Lowest Common Multiple Of 20 And 24

Finding the Lowest Common Multiple (LCM) of 20 and 24: A Step-by-Step Guide

Finding the lowest common multiple (LCM) is a fundamental concept in mathematics, particularly useful in algebra, number theory, and even practical applications involving scheduling and measurement. This article will guide you through calculating the LCM of 20 and 24 using different methods, ensuring you understand the process and can apply it to other number pairs. We'll cover prime factorization, listing multiples, and using the greatest common divisor (GCD).

What is the Lowest Common Multiple (LCM)?

The lowest common multiple (LCM) of two or more numbers is the smallest positive integer that is a multiple of all the numbers. Understanding LCM is crucial for solving problems involving fractions, simplifying expressions, and finding solutions in various mathematical contexts. In simpler terms, it's the smallest number that both of your chosen numbers can divide into evenly.

Method 1: Prime Factorization

This is often considered the most efficient method for finding the LCM, especially for larger numbers. Let's break down 20 and 24 into their prime factors:

• 20: 2 x 2 x 5 = 2² x 5
• 24: 2 x 2 x 2 x 3 = 2³ x 3

To find the LCM, we take the highest power of each prime factor present in either number's factorization:

• Highest power of 2: 2³ = 8
• Highest power of 3: 3¹ = 3
• Highest power of 5: 5¹ = 5

Now, multiply these highest powers together: 8 x 3 x 5 = 120

Therefore, the LCM of 20 and 24 is 120.

Method 2: Listing Multiples

This method is straightforward but can be time-consuming for larger numbers. We list the multiples of each number until we find the smallest common multiple:

• Multiples of 20: 20, 40, 60, 80, 100, 120, 140...
• Multiples of 24: 24, 48, 72, 96, 120, 144...

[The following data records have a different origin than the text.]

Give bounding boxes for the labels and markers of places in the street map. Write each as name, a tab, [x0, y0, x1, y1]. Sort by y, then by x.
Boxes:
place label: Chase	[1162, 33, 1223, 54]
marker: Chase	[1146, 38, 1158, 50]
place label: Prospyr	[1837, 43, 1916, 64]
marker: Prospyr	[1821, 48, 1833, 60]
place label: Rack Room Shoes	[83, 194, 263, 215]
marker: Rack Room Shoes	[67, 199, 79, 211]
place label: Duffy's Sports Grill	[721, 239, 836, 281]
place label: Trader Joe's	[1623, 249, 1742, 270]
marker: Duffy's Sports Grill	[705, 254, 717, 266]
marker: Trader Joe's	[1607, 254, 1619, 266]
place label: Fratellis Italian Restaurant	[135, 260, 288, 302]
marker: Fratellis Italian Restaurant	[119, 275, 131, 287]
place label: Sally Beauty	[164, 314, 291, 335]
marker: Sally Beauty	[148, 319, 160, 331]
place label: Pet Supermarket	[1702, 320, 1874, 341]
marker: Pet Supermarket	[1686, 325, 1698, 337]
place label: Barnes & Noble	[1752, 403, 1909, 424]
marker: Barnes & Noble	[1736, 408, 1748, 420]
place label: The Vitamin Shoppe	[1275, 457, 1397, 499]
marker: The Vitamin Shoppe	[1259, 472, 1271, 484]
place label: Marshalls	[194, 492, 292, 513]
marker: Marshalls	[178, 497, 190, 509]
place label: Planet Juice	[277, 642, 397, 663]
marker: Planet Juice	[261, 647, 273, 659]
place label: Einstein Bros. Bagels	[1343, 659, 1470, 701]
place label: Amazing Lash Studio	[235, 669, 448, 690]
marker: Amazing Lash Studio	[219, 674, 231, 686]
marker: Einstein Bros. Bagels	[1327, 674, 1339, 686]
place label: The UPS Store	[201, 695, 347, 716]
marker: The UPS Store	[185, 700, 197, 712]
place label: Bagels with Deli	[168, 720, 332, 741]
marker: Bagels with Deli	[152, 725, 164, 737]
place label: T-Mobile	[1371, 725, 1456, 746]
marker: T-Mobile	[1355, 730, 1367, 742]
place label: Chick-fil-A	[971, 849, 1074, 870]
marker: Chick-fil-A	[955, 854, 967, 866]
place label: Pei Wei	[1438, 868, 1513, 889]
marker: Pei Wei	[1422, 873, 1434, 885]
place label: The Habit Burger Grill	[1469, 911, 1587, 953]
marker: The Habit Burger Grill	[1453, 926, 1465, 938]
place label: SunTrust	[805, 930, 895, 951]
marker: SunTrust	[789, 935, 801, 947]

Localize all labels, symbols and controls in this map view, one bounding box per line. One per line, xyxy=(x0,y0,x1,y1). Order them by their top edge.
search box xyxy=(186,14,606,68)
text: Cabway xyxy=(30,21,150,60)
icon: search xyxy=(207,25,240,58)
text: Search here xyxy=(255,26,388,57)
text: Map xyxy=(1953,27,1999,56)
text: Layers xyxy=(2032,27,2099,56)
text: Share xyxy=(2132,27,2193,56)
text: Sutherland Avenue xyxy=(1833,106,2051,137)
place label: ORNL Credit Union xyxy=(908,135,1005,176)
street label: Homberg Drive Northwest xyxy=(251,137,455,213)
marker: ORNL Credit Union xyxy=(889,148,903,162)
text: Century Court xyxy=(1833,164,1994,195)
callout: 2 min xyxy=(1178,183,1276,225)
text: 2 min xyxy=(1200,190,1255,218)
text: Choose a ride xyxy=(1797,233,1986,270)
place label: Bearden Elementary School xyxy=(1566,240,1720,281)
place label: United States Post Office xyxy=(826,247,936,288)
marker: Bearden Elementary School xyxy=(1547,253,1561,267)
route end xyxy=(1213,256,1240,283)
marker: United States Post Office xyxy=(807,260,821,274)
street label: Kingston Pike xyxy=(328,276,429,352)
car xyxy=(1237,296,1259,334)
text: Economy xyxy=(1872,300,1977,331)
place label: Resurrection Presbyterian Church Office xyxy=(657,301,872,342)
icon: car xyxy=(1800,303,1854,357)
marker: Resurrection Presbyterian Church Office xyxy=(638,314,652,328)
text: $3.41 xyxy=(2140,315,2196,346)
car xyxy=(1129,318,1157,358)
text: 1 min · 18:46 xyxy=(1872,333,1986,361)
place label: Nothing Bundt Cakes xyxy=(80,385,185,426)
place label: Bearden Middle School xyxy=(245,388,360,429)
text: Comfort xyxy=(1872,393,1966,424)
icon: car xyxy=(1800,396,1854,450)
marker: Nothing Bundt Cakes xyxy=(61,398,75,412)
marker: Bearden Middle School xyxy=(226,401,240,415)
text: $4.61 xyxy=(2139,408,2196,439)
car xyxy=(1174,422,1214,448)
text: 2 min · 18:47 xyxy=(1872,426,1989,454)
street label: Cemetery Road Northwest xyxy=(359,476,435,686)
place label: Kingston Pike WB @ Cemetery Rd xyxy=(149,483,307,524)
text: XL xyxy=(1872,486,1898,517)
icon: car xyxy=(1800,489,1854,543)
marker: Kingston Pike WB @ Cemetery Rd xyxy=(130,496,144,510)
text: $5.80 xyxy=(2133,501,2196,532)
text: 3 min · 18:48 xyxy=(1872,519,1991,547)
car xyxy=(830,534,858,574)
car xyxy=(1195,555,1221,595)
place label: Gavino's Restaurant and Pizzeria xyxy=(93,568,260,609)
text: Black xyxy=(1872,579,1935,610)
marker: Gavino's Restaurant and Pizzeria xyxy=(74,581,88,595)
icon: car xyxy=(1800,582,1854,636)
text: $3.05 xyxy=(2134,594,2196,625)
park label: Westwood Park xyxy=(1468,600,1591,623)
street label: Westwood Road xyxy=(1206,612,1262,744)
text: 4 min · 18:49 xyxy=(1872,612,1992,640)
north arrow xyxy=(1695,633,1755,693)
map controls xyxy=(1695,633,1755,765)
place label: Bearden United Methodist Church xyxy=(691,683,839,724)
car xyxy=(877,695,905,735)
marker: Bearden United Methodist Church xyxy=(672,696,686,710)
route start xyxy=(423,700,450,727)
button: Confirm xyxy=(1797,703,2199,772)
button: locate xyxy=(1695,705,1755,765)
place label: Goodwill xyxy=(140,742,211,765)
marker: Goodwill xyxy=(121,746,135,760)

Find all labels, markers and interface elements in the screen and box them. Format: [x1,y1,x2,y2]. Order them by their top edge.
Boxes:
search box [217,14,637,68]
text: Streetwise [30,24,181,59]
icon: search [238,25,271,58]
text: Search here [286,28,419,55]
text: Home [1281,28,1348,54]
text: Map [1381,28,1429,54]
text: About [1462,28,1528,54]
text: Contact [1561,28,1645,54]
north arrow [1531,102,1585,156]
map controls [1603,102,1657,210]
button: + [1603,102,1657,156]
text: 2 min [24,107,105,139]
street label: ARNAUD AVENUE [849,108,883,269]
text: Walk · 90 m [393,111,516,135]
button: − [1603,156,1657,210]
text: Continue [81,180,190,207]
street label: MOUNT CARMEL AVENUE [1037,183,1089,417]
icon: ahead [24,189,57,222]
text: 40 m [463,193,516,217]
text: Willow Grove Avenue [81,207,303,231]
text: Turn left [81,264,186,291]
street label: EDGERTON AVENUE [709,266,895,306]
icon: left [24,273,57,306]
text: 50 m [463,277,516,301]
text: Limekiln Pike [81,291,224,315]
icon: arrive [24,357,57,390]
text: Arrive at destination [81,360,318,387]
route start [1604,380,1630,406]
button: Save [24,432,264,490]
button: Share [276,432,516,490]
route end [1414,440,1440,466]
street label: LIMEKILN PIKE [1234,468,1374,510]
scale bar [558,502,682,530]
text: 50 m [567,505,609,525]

The smallest number appearing in both lists is 120. Therefore, the LCM of 20 and 24 is 120.

Method 3: Using the Greatest Common Divisor (GCD)

There's a handy formula connecting the LCM and GCD of two numbers:

LCM(a, b) = (|a x b|) / GCD(a, b)

First, we need to find the GCD of 20 and 24. We can use the Euclidean algorithm for this:

1. Divide 24 by 20: 24 = 20 x 1 + 4
2. Divide 20 by the remainder 4: 20 = 4 x 5 + 0

The last non-zero remainder is 4, so the GCD(20, 24) = 4.

Now, apply the formula:

LCM(20, 24) = (20 x 24) / 4 = 480 / 4 = 120

Therefore, the LCM of 20 and 24 is 120.

Conclusion

We've explored three different methods to determine the LCM of 20 and 24, all leading to the same answer: 120. Choosing the best method depends on the numbers involved and your comfort level with each approach. Prime factorization is generally preferred for efficiency, while listing multiples is a more intuitive method for smaller numbers. Understanding the relationship between LCM and GCD provides a powerful alternative for calculations. Mastering these techniques will enhance your understanding of number theory and problem-solving skills.